This is a somewhat expanded version the talk I’m giving to the Vancouver Software Developers’ Network tomorrow. I don’t think there’s is much that I haven’t said in previous blog postings, but I wanted to gather it all in one place.
“What is the variability between programmers?” is question I was curious about when I started my MS CS at UBC. In Silicon Valley, I’d heard a rule of thumb that there was a 100-to-1 difference in programmer productivity. My husband had heard ten-to-one; Joel on Software quotes one of his old profs to suggest that it is ten-to-one or larger.
Here is a drawing (deliberately crude, so nobody would think it represents actual data) of what I thought the histogram would look like of the number of programmers that finish a task in a certain time on the y-axis, and the time it takes on the x-axis.

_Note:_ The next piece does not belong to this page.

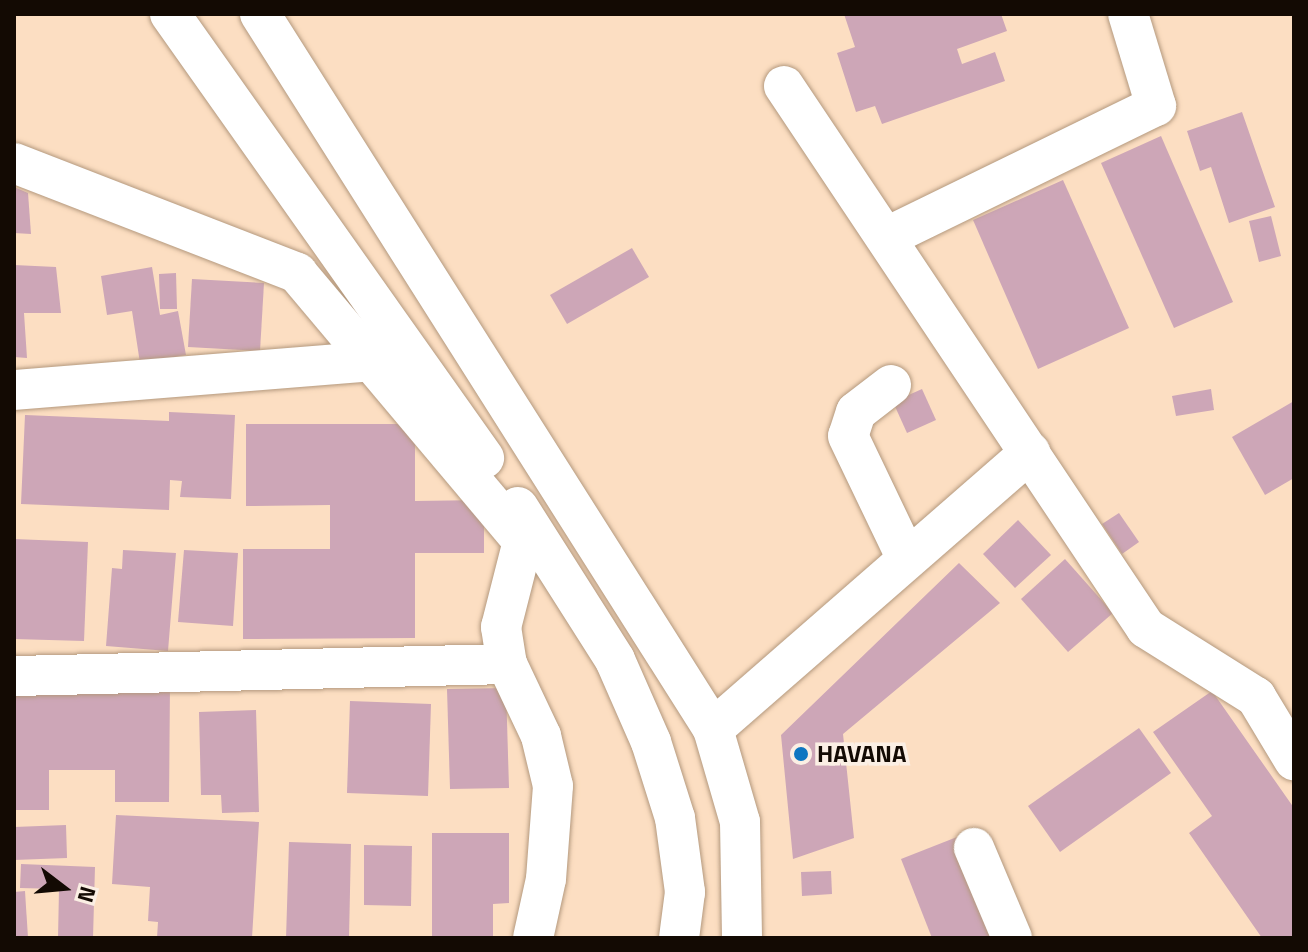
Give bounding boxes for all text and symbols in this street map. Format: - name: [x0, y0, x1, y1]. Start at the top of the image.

The first problem here is that this just measures time, not quality. It is presumably faster to write lousy code than to write code that is clean, easy to read, easy to maintain, etc. That is a legitimate issue, but unfortunately my reading of peer-reviewed papers has not convinced me that anybody really knows how to measure quality.

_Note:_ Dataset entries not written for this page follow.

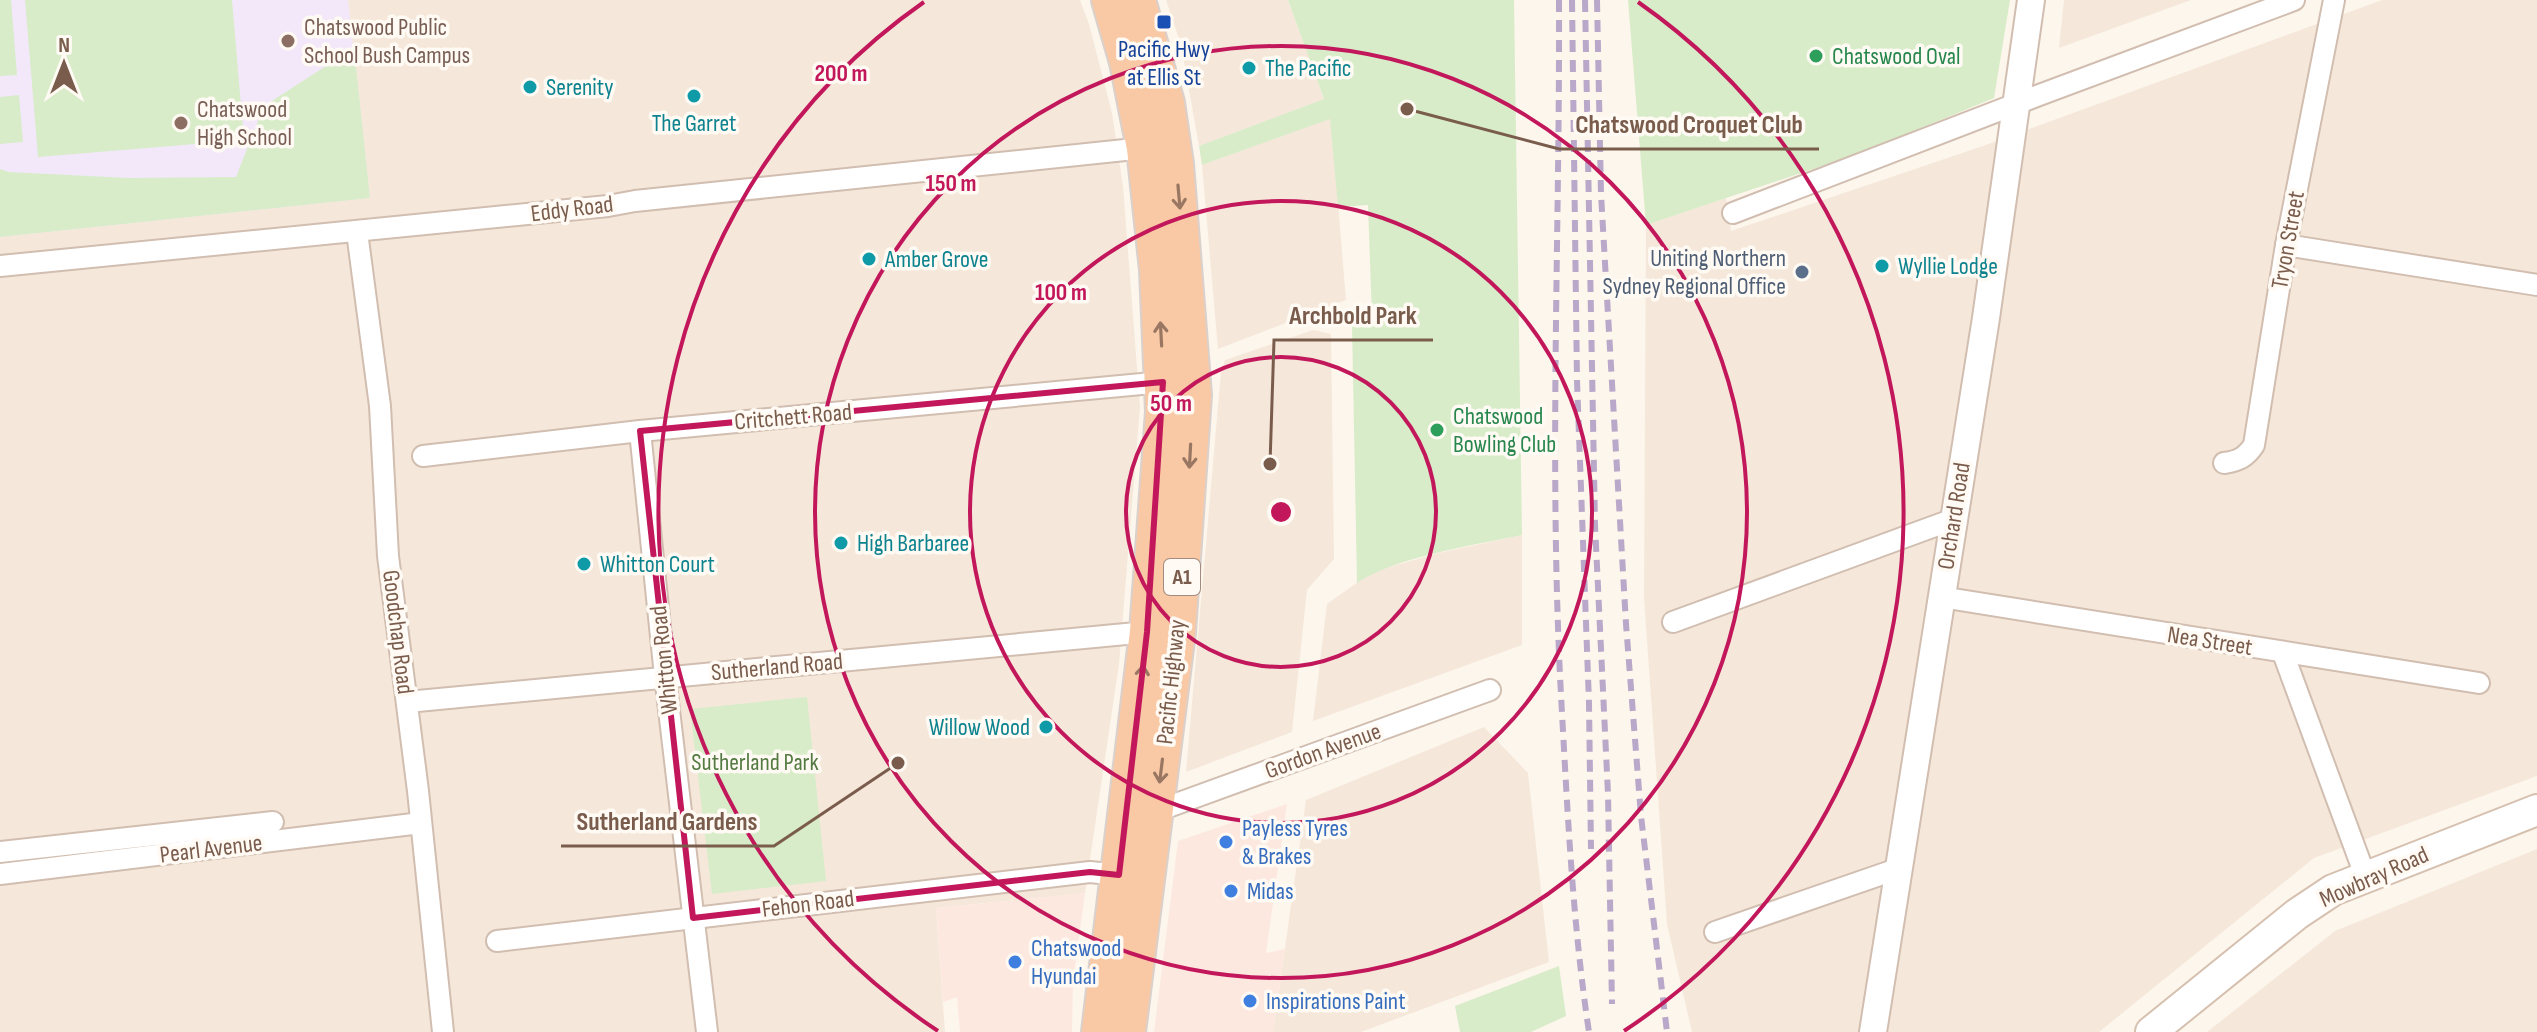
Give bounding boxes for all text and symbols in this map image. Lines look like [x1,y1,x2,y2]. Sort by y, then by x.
place label: Chatswood Public School Bush Campus [304,13,470,70]
marker: Pacific Hwy at Ellis St [1155,13,1173,31]
north arrow [24,24,104,104]
text: N [58,32,70,59]
marker: Chatswood Public School Bush Campus [279,32,297,50]
place label: Pacific Hwy at Ellis St [1118,35,1210,92]
place label: Chatswood Oval [1832,42,1961,71]
marker: Chatswood Oval [1807,47,1825,65]
place label: The Pacific [1265,54,1351,83]
text: 200 m [814,59,868,88]
marker: The Pacific [1240,59,1258,77]
place label: Serenity [546,73,613,102]
marker: Serenity [521,78,539,96]
marker: The Garret [685,87,703,105]
place label: Chatswood High School [197,95,292,152]
callout: Chatswood Croquet Club [1559,99,1819,149]
place label: The Garret [652,109,736,138]
text: Chatswood Croquet Club [1575,110,1803,141]
marker: Chatswood High School [172,114,190,132]
text: 150 m [925,169,977,198]
one-way arrow [1172,183,1187,210]
street label: Tryon Street [2265,189,2311,291]
street label: Eddy Road [529,190,615,228]
place label: Uniting Northern Sydney Regional Office [1602,244,1786,301]
place label: Amber Grove [884,245,989,274]
marker: Amber Grove [860,250,878,268]
place label: Wyllie Lodge [1898,252,1998,281]
marker: Wyllie Lodge [1873,257,1891,275]
marker: Uniting Northern Sydney Regional Office [1793,263,1811,281]
text: 100 m [1035,278,1087,307]
callout: Archbold Park [1274,290,1433,340]
text: Archbold Park [1288,301,1417,332]
one-way arrow [1153,321,1168,348]
text: 50 m [1150,389,1192,418]
street label: Critchett Road [733,397,853,437]
place label: Chatswood Bowling Club [1453,402,1556,459]
marker: Chatswood Bowling Club [1428,421,1446,439]
one-way arrow [1183,442,1198,469]
street label: Orchard Road [1931,461,1977,571]
centre of rings [1267,498,1295,526]
place label: High Barbaree [857,529,969,558]
marker: High Barbaree [832,534,850,552]
place label: Whitton Court [600,550,715,579]
marker: Whitton Court [575,555,593,573]
road number: A1 [1164,559,1200,595]
street label: Goodchap Road [376,568,420,696]
street label: Whitton Road [644,604,684,716]
street label: Pacific Highway [1150,618,1192,746]
street label: Nea Street [2165,620,2255,662]
street label: Sutherland Road [710,647,844,687]
one-way arrow [1135,665,1150,690]
place label: Willow Wood [929,713,1030,742]
street label: Gordon Avenue [1261,717,1385,785]
marker: Willow Wood [1037,718,1055,736]
park label: Sutherland Park [691,748,819,777]
one-way arrow [1154,757,1169,784]
callout: Sutherland Gardens [561,796,774,846]
text: Sutherland Gardens [576,807,758,838]
place label: Payless Tyres & Brakes [1242,814,1348,871]
street label: Pearl Avenue [158,828,264,870]
marker: Payless Tyres & Brakes [1217,833,1235,851]
street label: Mowbray Road [2315,840,2433,914]
place label: Midas [1247,877,1294,906]
marker: Midas [1222,882,1240,900]
street label: Fehon Road [760,884,856,924]
place label: Chatswood Hyundai [1031,934,1121,991]
marker: Chatswood Hyundai [1006,953,1024,971]
place label: Inspirations Paint [1266,987,1406,1016]
marker: Inspirations Paint [1241,992,1259,1010]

There are some people who have measured coding speed, however. I have reported previously on experiments by Demarco and Lister, Dickey, Sachman, Curtis, and Ko which measure the time for a number of programmers to do a task. What I found is that the time histogram curve actually looks like this:
- The worst programmer isn’t 100 or 10 times slower than the best, the worst programmer — found at the end of a very long tail — is infinitely worse. If you think about it, I am going to be infinitely faser than a walrus. It is hard to program with those flippers. (I actually worked on a project with a contractor who, after a year, was let go because despite repeated requests, he had not checked in a single line of his code. I think that counts as infinitely slow.)
- The median programmer is about two to four times slower than the fastest on single tasks. (Because of regression to the mean, this advantage should get smaller with many tasks.)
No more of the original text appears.